High levels of ISG15 unleash DNA replication, induce DNA breakages and sensitize cells to genotoxic stress. (A) Top: Schematic representation of DNA fiber assay strategy. Bottom: Effect of CPT treatment (50 nM), optionally added concomitantly with the second label (IdU), in U2OS FIT cells expressing EV, FLAG-ISG15 or FLAG-ISG15ΔGG after doxycycline induction (1 µg/ml, 48 h). Drug effect (IdU + CPT) is normalized on CldU track length in untreated conditions. At least 100 tracks were scored per sample (n = 3). Horizontal lines represent the median value, and boxes and whiskers show 10–90th percentiles. Statistical analysis according to Mann–Whitney test; ns, not significant; ****, P < 0.0001. (B) Analysis of IdU track length measurements in cells treated as in (A). At least 100 tracks were scored per sample (n = 3). Vertical lines represent the median value, and boxes and whiskers show 10–90th percentiles. Statistical analysis according to Mann–Whitney test; ns, not significant; ****, P < 0.0001. (C) Effect of CPT treatment (50 nM) in U2OS FIT cells expressing EV or FLAG-ISG15 after dox-induction (1 µg/ml, 48 h) and upon RECQ1 knockdown (siRECQ1). Drug effect (IdU + CPT) is normalized on CldU track length in untreated conditions. At least 100 tracks were scored per sample (n = 3). Horizontal lines represent the median value, and boxes and whiskers show 10–90th percentiles. Statistical analysis according to Mann–Whitney test; ns, not significant; ****, P < 0.0001. (D) Neutral comet assay to measure accumulation of DNA double strand breaks in U2OS FIT cells expressing EV, FLAG-ISG15 or FLAG-ISG15ΔGG induced with doxycycline (1 µg/ml) for 48 h and treated with CPT (50 nM; n = 3). (E) Quantification of chromosomal abnormalities by analysis of metaphase spreads of U2OS FIT cells expressing EV, FLAG-ISG15, or FLAG-ISG15ΔGG after doxycycline induction (1 µg/ml, 48 h) and treated with CPT (50 nM). At least 50 metaphases/sample were scored for every replicate.
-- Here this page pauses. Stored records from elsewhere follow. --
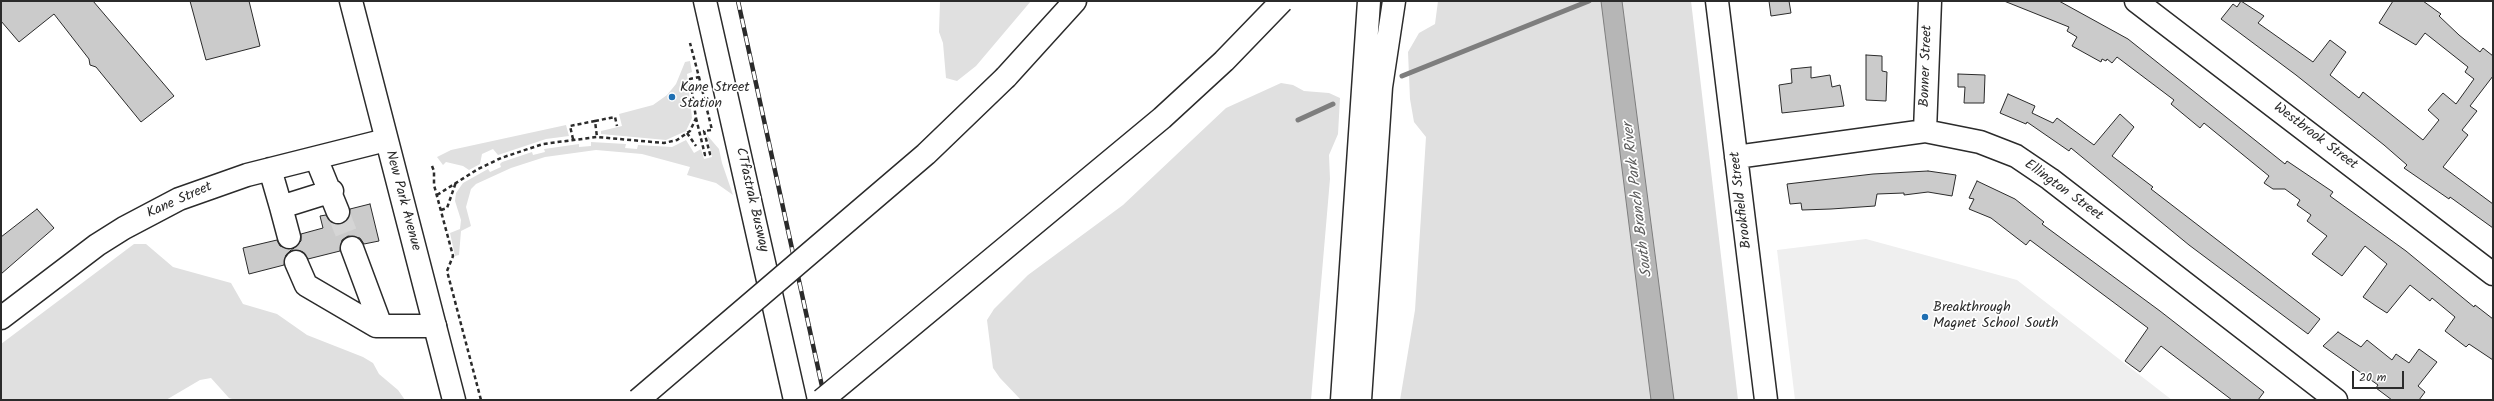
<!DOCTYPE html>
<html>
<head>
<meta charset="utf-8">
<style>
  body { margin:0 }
  #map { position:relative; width:2494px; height:401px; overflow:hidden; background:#fff; font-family:Kalam,sans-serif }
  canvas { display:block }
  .frame { position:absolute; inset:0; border:2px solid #2b2b2b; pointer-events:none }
  .scale { position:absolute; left:2352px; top:371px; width:52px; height:18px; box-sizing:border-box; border:2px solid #2b2b2b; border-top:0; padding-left:5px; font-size:12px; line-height:14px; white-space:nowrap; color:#2b2b2b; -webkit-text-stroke:3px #fff; paint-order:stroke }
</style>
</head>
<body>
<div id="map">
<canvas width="2494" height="401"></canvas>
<div class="frame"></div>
<div class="scale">20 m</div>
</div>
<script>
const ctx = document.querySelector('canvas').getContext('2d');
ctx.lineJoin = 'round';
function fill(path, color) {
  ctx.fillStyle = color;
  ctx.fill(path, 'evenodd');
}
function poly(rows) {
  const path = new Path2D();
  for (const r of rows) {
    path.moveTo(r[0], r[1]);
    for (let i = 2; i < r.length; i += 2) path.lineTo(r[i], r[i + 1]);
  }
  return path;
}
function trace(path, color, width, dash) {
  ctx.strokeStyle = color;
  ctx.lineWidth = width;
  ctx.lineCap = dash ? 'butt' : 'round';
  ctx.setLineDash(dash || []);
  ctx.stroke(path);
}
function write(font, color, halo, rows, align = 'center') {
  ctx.font = font + ' Kalam,sans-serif';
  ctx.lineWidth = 3.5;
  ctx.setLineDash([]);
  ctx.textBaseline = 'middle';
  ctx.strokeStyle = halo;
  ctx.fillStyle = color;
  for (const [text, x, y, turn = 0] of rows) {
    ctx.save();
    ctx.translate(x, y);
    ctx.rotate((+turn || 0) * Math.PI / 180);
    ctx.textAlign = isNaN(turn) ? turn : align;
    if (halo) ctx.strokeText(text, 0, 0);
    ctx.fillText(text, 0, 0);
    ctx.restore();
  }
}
fill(poly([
  [1866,239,2017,280,2172,400,1795,400,1777,250]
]), '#efefef');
fill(poly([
  [940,1,1031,1,976,66,957,81,946,78,943,43,939,32],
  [1438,1,1691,1,1738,400,1400,400,1415,310,1426,137,1414,122,1410,99,1408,52,1419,33,1435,24],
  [690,61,692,72,687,74,692,118,686,131,666,140,601,134,601,131,622,126,619,114,653,105,667,95,676,84,685,62],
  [1281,83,1293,85,1304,91,1329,93,1340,98,1338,134,1329,155,1330,179,1311,400,1021,400,1000,378,993,368,987,320,994,309,1028,275,1123,205,1226,108],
  [566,125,569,136,546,139,498,155,493,149,482,154,480,164,469,170,463,166,446,162,443,165,437,157,451,150],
  [707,135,719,149,722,163,733,195,716,183,687,175,690,167,642,154,596,150,545,157,511,168,476,184,471,189,466,207,471,226,461,231,459,255,455,256,450,233,460,229,461,220,455,201,456,193,463,183,488,169,490,172,501,167,500,164,502,162,532,152,533,155,545,152,544,149,579,144,579,147,591,146,591,142,626,144,625,148,637,149,638,145,672,147,686,140,694,153,701,149,704,159,712,157],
  [134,244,146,244,173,267,231,283,243,304,277,314,307,335,363,357,373,363,379,374,398,390,405,400,235,400,229,398,211,378,200,380,166,400,1,400,1,344]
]), '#e0e0e0');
const water = poly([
  [1601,1,1622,1,1674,400,1651,400,1601,1]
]);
fill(water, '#b6b6b6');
trace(water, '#7e7e7e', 1);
trace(poly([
  [1402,76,1589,1],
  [1298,120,1333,104]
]), '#7e7e7e', 5);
const building = poly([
  [1,1,93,1,174,96,141,122,96,67,90,65,89,59,54,14,19,42,1,21,1,1],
  [190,1,249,1,260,46,206,60,190,1],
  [1769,1,1789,1,1791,13,1771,16,1769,1],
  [2004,1,2059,1,2128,39,2285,164,2287,161,2333,192,2330,196,2406,251,2474,307,2475,305,2493,319,2493,360,2469,344,2466,347,2445,331,2455,317,2432,298,2430,301,2410,285,2387,313,2376,306,2363,297,2387,264,2365,246,2342,276,2312,254,2327,236,2307,221,2311,215,2297,205,2300,200,2285,189,2273,189,2264,183,2269,176,2204,123,2200,128,2171,104,2174,100,2117,57,2112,63,2107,59,2106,61,2102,59,2101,62,2072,46,2077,37,2067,31,2069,27,2004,1],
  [2241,1,2264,16,2258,23,2313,62,2330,40,2346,52,2330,75,2359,98,2363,92,2423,140,2439,120,2428,110,2443,93,2456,104,2474,79,2465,72,2468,67,2425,33,2416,45,2379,23,2393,1,2423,1,2441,14,2439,16,2459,35,2480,52,2483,48,2493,56,2493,76,2470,106,2477,111,2462,130,2468,135,2443,167,2493,204,2493,228,2450,197,2449,199,2404,168,2407,165,2384,145,2296,75,2221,19,2233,4,2237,7,2241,1],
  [1866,55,1882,56,1882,71,1887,72,1886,101,1866,100,1866,55],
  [1811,67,1811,78,1830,75,1832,87,1840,85,1844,106,1782,113,1779,85,1792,83,1791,69,1811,67],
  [1958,74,1985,75,1984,103,1964,103,1965,87,1958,87,1958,74],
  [2008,94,2035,106,2032,113,2053,123,2057,118,2094,145,2120,114,2134,127,2112,156,2153,187,2151,189,2320,319,2308,334,2189,245,2071,148,2069,151,2027,122,2026,124,2000,113,2008,94],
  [1928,171,1956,175,1952,196,1928,192,1904,195,1904,193,1877,194,1875,206,1831,209,1802,210,1801,203,1790,204,1787,184,1873,174,1928,171],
  [1977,181,2015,199,2044,222,2042,224,2160,311,2264,392,2258,400,2232,400,2161,346,2140,372,2125,361,2148,328,2030,240,2026,245,1991,218,1969,209,1974,199,1969,198,1977,181],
  [370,204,379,241,364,244,360,238,348,236,342,240,340,251,308,259,303,252,291,250,286,255,284,265,249,274,243,248,277,240,280,246,293,249,301,241,301,234,323,228,320,216,326,215,331,222,342,224,348,219,350,209,370,204],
  [37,209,54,228,1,274,1,237,37,209],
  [2338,332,2361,347,2367,340,2392,360,2396,354,2409,363,2419,349,2437,362,2418,386,2425,392,2419,400,2392,400,2376,388,2378,385,2323,346,2338,332]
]);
fill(building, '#cbcbcb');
trace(building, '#2b2b2b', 1);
trace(poly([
  [338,212,352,248]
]), '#d5d5d5', 22, [22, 11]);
const minor = poly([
  [705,1,795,400],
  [1717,1,1766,400],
  [2136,1,2493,274],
  [1925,131,1930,1],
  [1736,157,1925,131,1980,142,2016,156,2050,179,2336,400],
  [316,158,338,212],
  [270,169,281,207,332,191],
  [281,207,289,237],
  [352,248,381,326],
  [296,262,306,285,376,326,435,326],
  [1,318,97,245,124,228,179,199,247,175,386,140]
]);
const major = poly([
  [351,1,454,400]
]);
const highway = poly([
  [1006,77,1075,1],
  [1342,400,1369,1],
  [1360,400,1381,87,1394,1]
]);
trace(minor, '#2b2b2b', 25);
trace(major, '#2b2b2b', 25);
trace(highway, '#2b2b2b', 25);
trace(poly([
  [696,118,705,155,710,154,704,131,712,130,699,77],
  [595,121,615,117,617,126],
  [687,133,696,146],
  [573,139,570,126,595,121,597,137],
  [432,166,434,171,434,185,453,256,447,271,481,400],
  [437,195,478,169,501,158,543,144,597,137,664,143,677,140,690,131,696,118,690,79,699,77,690,43],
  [441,210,447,208,456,182]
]), '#2b2b2b', 2.5, [4, 3]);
trace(minor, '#fff', 22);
trace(major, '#fff', 22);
trace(highway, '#fff', 22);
const rail = poly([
  [738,1,825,400]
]);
trace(rail, '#2b2b2b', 4.5);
trace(rail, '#fff', 3, [9]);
const highwayBridge = poly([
  [638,400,926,154,1006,77],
  [822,400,1162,118,1224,61,1282,1]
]);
trace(highwayBridge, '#2b2b2b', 25, []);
trace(highwayBridge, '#fff', 22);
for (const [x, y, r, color] of [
  [672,97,4,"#1f6fb2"],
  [1925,317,4,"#1f6fb2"]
]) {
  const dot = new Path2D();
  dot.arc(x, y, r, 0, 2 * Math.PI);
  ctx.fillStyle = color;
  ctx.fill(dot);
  trace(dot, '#fff', 1.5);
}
write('14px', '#2b2b2b', '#fff', [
  ["Bonner Street",1927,66,-88],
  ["Westbrook Street",2315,137,37],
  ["Ellington Street",2063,191,36],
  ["CTfastrak Busway",751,200,77],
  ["Brookfield Street",1742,200,-97],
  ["Kane Street",180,201,-24],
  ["New Park Avenue",402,201,75]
]);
write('14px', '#2b2b2b', '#fff', [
  ["Kane Street",680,89],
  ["Station",680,105],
  ["Breakthrough",1933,309],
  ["Magnet School South",1933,325]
], 'left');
write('italic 15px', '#5c5c5c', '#fff', [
  ["South Branch Park River",1639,200,-97]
]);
</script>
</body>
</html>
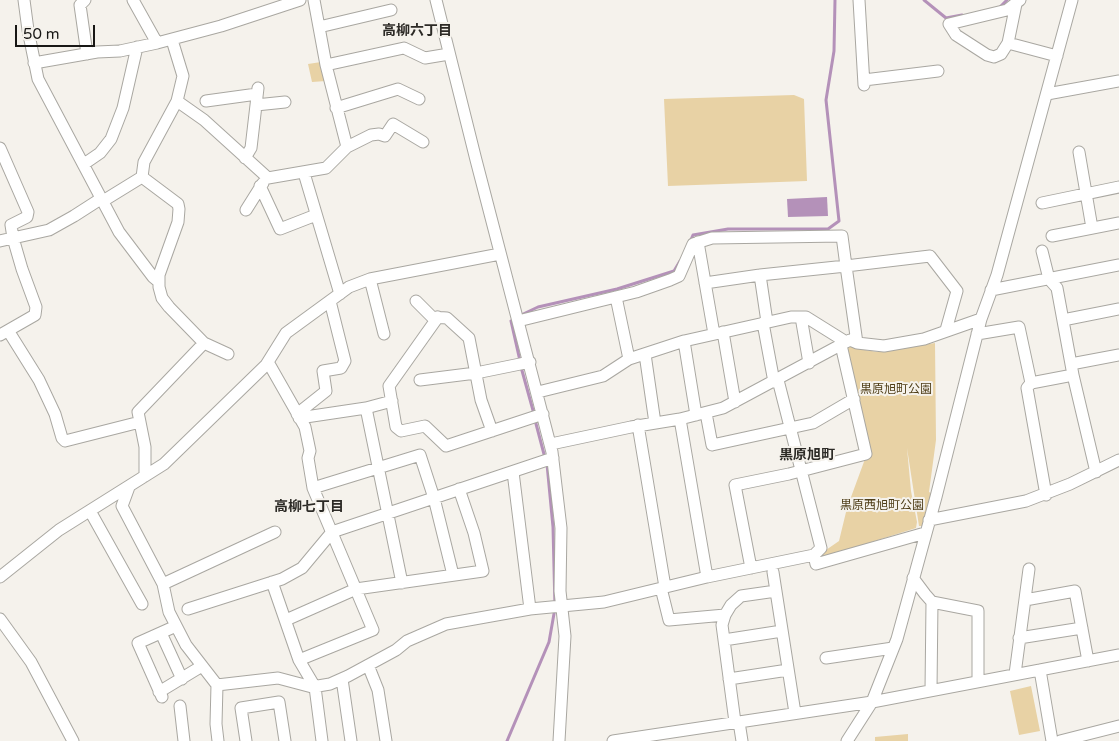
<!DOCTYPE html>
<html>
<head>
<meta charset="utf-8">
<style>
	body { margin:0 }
	#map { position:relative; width:1119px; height:741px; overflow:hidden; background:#f5f2ec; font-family:"Varela Round",sans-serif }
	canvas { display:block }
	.scale { position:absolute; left:15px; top:25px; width:80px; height:22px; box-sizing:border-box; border:2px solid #181715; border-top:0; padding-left:6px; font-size:15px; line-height:18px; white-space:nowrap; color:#181715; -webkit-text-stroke:4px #f5f2ec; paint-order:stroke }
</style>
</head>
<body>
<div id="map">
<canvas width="1119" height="741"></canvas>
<div class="scale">50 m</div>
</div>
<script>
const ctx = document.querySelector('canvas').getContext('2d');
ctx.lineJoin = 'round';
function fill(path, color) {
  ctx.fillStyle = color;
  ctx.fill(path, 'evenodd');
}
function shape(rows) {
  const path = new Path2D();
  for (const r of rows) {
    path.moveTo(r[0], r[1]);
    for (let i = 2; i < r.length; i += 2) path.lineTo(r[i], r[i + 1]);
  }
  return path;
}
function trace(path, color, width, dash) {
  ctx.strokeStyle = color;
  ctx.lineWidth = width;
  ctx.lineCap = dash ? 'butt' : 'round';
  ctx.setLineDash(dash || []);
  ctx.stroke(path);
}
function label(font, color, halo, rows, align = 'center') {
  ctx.font = font + ' "Varela Round","Noto Sans JP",sans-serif';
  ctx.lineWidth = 4;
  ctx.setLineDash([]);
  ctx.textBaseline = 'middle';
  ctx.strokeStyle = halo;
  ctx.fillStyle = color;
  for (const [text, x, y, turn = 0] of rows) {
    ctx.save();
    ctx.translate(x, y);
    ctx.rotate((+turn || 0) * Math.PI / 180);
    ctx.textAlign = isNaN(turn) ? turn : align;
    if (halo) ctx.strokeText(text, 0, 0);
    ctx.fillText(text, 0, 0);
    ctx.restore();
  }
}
const green = shape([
	[321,62,326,81,312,82,308,64],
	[794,95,804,99,807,181,668,186,664,99],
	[935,343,936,440,929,492,931,493,922,526,919,526,907,448,911,491,917,522,916,528,821,558,821,556,826,550,839,541,847,508,865,459,846,346,850,345,865,350,878,352],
	[1031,686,1040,731,1019,735,1010,691],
	[908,734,908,741,875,741,875,737]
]);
const water = shape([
	[827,197,828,216,788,217,787,199]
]);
const stream = shape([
	[924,0,946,18,962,15],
	[1000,7,1007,0],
	[690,242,693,235,728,229,828,229,839,221,826,100,834,51,835,0],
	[519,316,538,307,617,289,674,271,680,261],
	[514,320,511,321,520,361],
	[521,367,534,414],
	[535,420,545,458],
	[507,741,549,642,555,608,553,527,547,464]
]);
const street = shape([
	[24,0,28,30,38,79,119,232,153,277,159,282],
	[85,0,80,5,87,54],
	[133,0,157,43,221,26,300,0],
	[314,0,326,65,347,147],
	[436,0,476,160,552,452,561,528,560,591,565,636,559,741],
	[859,0,864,85],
	[1016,4,1008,43,1001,54,994,57,987,55,956,35,949,24,1007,10,1020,0],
	[319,27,391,10],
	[172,40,183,76,177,101,144,162,142,177,178,204,179,209,178,222,159,275,159,287,162,298,169,307,204,343,228,354],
	[1008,43,1057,56],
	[34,63,97,52,120,51,157,43],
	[326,65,404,48,425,58,449,54],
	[864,80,938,71],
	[1047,94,1119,81],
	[177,101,204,120,268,178,326,168,347,147,371,135,379,134,385,136,393,124,423,142],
	[206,101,257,94],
	[256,105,285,102],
	[336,108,398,89,419,99],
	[0,148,28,212,27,217,11,225,13,238,22,269,36,307,35,315,0,335],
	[1079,152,1092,228],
	[245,158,251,148,258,88],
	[84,164,100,153,111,139,123,108,137,47],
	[304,173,340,294],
	[260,186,280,229,316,215],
	[103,201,142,177],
	[1042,203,1119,187],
	[246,210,263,183],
	[1052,236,1119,223],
	[0,241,49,230,74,216,102,198],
	[698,242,714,334],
	[1042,251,1049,279,1057,288,1073,375,1096,472],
	[760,275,767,322],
	[370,279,384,334],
	[705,283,760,275,846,266,857,343],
	[991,290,1119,265],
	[616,297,629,359],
	[416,301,432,317,447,318,469,338,481,400,492,431],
	[438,317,389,386,396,427,401,431,425,426,446,446,543,414],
	[801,317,809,363],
	[1063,320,1119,309],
	[518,321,636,292,670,280,679,276,693,244,712,238,842,236,846,266,930,256,957,291,946,330],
	[763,323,774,382],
	[9,332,39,380,55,414,62,438,65,441,140,422],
	[723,332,735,402],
	[977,334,1019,327,1031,383,1027,388,1046,495],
	[684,341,696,415],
	[645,354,655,423],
	[268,362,305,427,310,451,308,458,313,488,373,630,299,660],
	[420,380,476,373,530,362],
	[778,380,821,548,814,555],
	[1031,383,1073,375,1071,364,1119,355],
	[538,392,603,376,629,359,684,341,791,317,806,317,846,342,850,340,857,343,884,346,924,339,981,319],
	[366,408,392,401],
	[706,413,712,445,813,423,854,399],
	[297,414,326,391,323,371,341,368,345,361,330,301],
	[299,418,366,408,402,583],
	[680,419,707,577],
	[638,425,665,587],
	[551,444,631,427,680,419,723,408,846,342],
	[513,472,530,609],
	[145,476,145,447,138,412,204,343],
	[129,487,122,506,163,584,169,612,186,645,217,685],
	[313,488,420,455,434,498,453,575],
	[90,511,142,604],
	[929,520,1026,501,1070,484,1119,460],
	[751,568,735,485,789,474,866,454,841,345],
	[773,572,795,713],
	[0,577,59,530,164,464,266,365,286,333,349,287,370,279,500,254],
	[913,578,925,594,932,602,978,611,978,681],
	[272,582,299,660,315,687,322,741],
	[163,584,275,532],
	[661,588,669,620,725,615],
	[1025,600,1075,591,1088,661],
	[188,609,282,579,302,568,332,532,553,458],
	[0,619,31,662,73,741],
	[286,620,356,589,483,571,474,533,459,489],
	[161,633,182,679],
	[1019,638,1082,628],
	[724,640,782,631],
	[826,658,893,648],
	[368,665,378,690,386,741],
	[1040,670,1052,741],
	[1015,674,1029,569],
	[342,679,351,741],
	[729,679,788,670],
	[931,690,932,602],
	[159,692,202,666],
	[162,697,138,643,176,626],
	[180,706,184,741],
	[735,722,722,625,725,615,731,605,741,596,776,591],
	[739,722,742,741],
	[218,741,216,724,217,685,278,678,312,687,330,684,348,676,396,650,407,641,446,624,530,609,604,602,707,577,814,555,816,564,925,533],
	[246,741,241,708,279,702,285,741],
	[613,741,872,702,1119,655],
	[847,741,872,702,897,639,936,497,981,319,997,275,1072,0],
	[1060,741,1119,726]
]);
const parkNames = [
	["黒原旭町公園",896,390],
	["黒原西旭町公園",882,506]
];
const neighbourhoodNames = [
	["高柳六丁目",417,31],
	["黒原旭町",807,455],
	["高柳七丁目",309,507]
];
fill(green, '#e8d2a5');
fill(water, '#b491b9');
trace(stream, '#b491b9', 3);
trace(street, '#a9a7a1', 13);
trace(street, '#fff', 11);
label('12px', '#4f3e18', '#f5f2ec', parkNames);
label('bold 14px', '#2c2a26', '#f5f2ec', neighbourhoodNames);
</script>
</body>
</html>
Each spot represents average of one replicate (n = 3). (F) Representative image of chromosomal abnormalities quantified in E. Scale bar of 10 µm is indicated. (G and H) Survival curve determined by clonogenic assay of U2OS FIT cells expressing EV or FLAG-ISG15 and treated with increasing doses of CPT (G) and the PARP inhibitor Olaparib (H). Values are normalized on untreated and EV (n = 3).